> [THE PROBLEM]: Reproduce the listing below exactly, except for its pictures.

> [PROVIDED INFORMATION]:

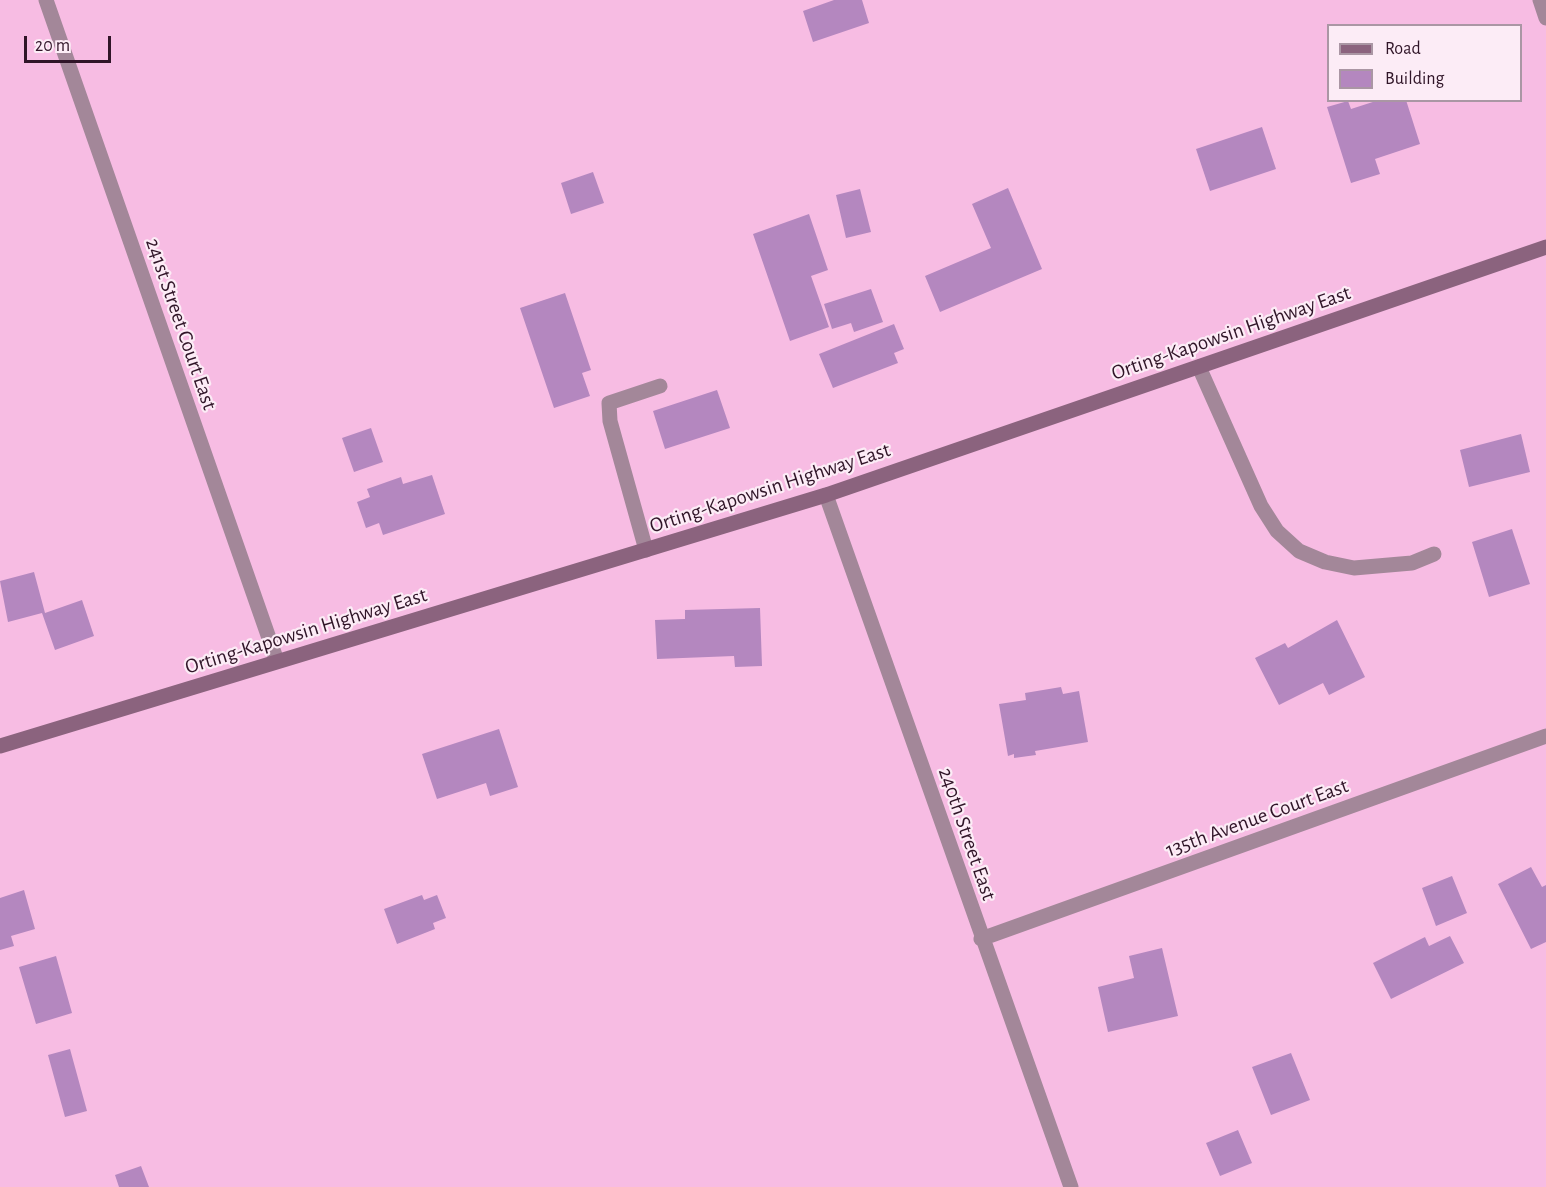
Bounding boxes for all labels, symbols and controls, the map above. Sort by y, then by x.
scale bar [27,24,114,62]
legend [1327,24,1522,102]
text: 20 m [35,37,70,55]
text: Road [1385,40,1421,58]
text: Building [1385,70,1444,88]
street label: 241st Street Court East [140,235,222,413]
street label: Orting-Kapowsin Highway East [1108,280,1354,386]
street label: Orting-Kapowsin Highway East [647,437,893,539]
street label: Orting-Kapowsin Highway East [182,582,430,680]
street label: 240th Street East [933,764,1001,904]
street label: 135th Avenue Court East [1162,773,1352,863]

> [OUTPUT BELOW]:
Bounding boxes for all labels, symbols and controls, the map above. Sort by y, then by x.
scale bar [27,24,114,62]
legend [1327,24,1522,102]
text: 20 m [35,37,70,55]
text: Road [1385,40,1421,58]
text: Building [1385,70,1444,88]
street label: 241st Street Court East [140,235,222,413]
street label: Orting-Kapowsin Highway East [1108,280,1354,386]
street label: Orting-Kapowsin Highway East [647,437,893,539]
street label: Orting-Kapowsin Highway East [182,582,430,680]
street label: 240th Street East [933,764,1001,904]
street label: 135th Avenue Court East [1162,773,1352,863]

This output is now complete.